__Task brief__
Please repeat the lines below exactly. Begin with the line containing "function paint(path, color)" and go on through the line containing "const toPath = rows".

═══

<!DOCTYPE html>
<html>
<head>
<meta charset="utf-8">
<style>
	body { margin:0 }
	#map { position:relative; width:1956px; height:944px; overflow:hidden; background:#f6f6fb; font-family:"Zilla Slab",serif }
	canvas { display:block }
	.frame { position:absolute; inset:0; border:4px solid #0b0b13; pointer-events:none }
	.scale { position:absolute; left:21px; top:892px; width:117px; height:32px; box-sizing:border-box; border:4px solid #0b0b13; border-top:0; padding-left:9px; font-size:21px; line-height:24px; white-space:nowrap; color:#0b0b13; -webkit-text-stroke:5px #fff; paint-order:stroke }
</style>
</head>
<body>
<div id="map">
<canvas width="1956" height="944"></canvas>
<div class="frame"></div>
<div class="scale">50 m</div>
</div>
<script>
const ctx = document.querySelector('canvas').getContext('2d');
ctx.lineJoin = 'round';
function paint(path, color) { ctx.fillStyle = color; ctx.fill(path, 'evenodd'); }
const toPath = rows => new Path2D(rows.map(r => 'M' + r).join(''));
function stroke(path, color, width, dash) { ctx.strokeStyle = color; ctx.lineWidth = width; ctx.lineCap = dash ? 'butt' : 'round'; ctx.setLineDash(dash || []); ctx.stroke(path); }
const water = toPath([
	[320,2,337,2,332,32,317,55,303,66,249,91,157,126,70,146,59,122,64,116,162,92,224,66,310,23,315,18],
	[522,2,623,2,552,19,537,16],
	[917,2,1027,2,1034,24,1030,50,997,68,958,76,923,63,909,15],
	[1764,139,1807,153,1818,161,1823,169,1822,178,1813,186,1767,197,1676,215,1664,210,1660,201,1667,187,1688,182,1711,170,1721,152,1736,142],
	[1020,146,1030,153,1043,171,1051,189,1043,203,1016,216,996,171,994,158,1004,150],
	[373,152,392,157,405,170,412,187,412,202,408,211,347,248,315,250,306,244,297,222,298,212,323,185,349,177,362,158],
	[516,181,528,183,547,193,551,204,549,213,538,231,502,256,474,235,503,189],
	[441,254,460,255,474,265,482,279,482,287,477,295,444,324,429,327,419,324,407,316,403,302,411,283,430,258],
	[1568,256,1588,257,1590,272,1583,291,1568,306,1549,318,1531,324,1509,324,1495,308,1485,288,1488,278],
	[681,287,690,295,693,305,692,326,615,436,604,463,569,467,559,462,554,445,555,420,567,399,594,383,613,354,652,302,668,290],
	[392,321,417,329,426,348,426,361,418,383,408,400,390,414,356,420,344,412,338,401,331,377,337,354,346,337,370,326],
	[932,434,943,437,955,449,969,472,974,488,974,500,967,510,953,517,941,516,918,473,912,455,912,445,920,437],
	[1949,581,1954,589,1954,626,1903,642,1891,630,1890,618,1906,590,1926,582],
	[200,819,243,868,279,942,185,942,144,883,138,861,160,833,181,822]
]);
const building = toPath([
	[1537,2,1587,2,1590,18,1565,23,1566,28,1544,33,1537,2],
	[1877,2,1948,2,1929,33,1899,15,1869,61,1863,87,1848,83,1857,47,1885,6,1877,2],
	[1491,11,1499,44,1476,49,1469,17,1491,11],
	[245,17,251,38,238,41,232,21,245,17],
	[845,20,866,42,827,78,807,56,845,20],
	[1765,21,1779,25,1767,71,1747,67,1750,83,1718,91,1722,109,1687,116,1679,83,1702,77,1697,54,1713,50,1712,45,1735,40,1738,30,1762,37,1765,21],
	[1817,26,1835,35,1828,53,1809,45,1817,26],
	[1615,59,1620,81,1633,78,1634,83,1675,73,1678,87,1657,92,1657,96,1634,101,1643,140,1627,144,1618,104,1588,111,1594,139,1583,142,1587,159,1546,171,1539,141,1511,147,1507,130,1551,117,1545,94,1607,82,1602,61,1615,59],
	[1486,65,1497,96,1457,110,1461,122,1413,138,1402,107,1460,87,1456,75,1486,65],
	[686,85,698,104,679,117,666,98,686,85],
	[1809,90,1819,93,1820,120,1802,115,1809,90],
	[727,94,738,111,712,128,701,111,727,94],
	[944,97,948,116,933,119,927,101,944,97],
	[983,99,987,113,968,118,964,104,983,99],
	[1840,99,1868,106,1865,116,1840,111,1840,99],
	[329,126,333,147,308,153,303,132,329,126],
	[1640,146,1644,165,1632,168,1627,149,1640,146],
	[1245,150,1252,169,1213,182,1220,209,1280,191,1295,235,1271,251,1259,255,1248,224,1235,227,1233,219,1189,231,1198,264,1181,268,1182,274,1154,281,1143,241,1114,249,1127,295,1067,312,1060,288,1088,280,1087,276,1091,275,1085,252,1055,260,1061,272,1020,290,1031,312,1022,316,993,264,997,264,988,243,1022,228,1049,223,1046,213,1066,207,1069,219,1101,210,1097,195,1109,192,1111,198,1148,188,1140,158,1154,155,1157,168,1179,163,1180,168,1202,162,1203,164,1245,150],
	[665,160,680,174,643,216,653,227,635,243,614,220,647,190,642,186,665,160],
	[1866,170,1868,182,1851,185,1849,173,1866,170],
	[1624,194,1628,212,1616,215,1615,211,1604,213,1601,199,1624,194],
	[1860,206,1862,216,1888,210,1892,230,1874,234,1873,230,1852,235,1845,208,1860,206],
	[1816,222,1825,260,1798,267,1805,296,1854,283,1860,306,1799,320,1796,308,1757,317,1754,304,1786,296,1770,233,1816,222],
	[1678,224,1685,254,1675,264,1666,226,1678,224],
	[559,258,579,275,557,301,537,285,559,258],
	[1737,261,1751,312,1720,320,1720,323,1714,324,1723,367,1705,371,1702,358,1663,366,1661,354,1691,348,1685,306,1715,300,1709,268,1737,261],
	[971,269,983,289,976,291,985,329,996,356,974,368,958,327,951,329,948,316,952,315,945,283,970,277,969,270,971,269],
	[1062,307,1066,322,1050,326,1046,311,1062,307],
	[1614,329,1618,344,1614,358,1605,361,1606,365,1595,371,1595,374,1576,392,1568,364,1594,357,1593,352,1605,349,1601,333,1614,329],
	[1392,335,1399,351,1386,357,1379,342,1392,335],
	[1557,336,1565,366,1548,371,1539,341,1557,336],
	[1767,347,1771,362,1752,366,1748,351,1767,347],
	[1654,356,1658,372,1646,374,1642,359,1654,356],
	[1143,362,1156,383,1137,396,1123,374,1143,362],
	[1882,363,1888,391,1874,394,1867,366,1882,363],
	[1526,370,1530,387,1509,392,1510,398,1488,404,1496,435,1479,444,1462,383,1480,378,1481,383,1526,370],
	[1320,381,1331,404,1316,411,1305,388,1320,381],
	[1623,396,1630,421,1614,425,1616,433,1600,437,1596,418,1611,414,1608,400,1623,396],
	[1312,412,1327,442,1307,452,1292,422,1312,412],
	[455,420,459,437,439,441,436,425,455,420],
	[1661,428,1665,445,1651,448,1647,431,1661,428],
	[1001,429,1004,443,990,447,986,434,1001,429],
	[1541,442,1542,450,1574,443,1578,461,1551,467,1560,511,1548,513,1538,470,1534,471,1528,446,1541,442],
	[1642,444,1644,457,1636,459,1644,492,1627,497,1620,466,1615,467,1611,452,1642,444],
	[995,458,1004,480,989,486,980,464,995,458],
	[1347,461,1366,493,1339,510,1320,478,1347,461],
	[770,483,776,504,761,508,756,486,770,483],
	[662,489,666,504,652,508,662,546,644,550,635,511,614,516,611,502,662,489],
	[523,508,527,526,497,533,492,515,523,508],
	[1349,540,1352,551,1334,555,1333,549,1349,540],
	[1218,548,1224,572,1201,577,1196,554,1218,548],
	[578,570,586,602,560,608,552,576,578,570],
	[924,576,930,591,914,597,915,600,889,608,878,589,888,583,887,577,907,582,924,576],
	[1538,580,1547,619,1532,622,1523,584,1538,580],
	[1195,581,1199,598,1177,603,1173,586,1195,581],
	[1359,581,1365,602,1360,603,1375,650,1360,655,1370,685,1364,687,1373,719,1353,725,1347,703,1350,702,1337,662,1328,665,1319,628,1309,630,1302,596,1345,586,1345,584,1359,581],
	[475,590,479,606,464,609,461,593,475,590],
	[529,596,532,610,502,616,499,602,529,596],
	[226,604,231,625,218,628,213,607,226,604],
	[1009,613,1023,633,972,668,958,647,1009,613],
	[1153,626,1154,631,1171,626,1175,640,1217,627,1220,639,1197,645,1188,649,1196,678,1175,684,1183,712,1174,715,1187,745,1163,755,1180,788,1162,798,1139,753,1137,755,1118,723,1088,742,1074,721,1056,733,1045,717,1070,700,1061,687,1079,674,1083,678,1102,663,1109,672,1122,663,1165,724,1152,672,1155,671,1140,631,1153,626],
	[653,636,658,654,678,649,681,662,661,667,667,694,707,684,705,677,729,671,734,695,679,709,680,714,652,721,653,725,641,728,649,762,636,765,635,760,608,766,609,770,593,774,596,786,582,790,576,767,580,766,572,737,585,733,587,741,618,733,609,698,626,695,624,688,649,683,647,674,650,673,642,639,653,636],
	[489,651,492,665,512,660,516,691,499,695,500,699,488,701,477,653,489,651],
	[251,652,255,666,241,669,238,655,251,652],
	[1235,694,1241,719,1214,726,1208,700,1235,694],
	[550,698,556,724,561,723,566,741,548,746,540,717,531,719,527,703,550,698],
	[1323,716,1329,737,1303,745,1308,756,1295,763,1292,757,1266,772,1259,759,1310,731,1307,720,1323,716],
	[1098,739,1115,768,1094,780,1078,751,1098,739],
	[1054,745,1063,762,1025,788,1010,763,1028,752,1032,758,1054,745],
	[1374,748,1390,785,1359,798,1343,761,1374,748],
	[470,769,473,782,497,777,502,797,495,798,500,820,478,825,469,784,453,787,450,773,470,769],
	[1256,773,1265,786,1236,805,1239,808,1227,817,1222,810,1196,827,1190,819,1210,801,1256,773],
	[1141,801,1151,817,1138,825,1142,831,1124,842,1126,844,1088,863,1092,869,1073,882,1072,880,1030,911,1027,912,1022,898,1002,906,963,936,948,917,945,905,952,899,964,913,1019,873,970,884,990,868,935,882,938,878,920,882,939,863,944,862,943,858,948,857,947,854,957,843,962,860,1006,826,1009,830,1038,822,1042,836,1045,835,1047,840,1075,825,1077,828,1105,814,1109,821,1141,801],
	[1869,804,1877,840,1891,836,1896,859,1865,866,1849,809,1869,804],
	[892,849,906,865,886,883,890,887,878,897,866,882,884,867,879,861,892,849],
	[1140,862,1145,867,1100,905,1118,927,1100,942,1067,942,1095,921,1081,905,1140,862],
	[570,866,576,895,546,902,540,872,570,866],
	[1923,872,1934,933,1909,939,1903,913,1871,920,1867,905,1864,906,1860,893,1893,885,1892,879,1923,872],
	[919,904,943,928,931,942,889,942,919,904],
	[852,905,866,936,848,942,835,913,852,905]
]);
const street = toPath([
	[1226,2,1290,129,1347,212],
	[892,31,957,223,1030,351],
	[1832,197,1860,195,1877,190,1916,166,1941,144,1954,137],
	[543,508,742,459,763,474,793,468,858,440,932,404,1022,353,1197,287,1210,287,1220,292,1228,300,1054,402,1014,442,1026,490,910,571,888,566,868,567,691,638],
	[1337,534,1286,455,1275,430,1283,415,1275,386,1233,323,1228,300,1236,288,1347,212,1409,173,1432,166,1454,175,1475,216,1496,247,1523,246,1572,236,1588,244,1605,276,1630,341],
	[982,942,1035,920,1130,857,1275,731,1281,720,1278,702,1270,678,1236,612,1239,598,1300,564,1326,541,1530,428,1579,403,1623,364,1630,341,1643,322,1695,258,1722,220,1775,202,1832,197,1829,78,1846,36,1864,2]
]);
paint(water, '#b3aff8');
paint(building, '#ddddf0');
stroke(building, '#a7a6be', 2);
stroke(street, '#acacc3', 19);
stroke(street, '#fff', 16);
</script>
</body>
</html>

═══

__Finished exercise__
function paint(path, color) { ctx.fillStyle = color; ctx.fill(path, 'evenodd'); }
const toPath = rows => new Path2D(rows.map(r => 'M' + r).join(''));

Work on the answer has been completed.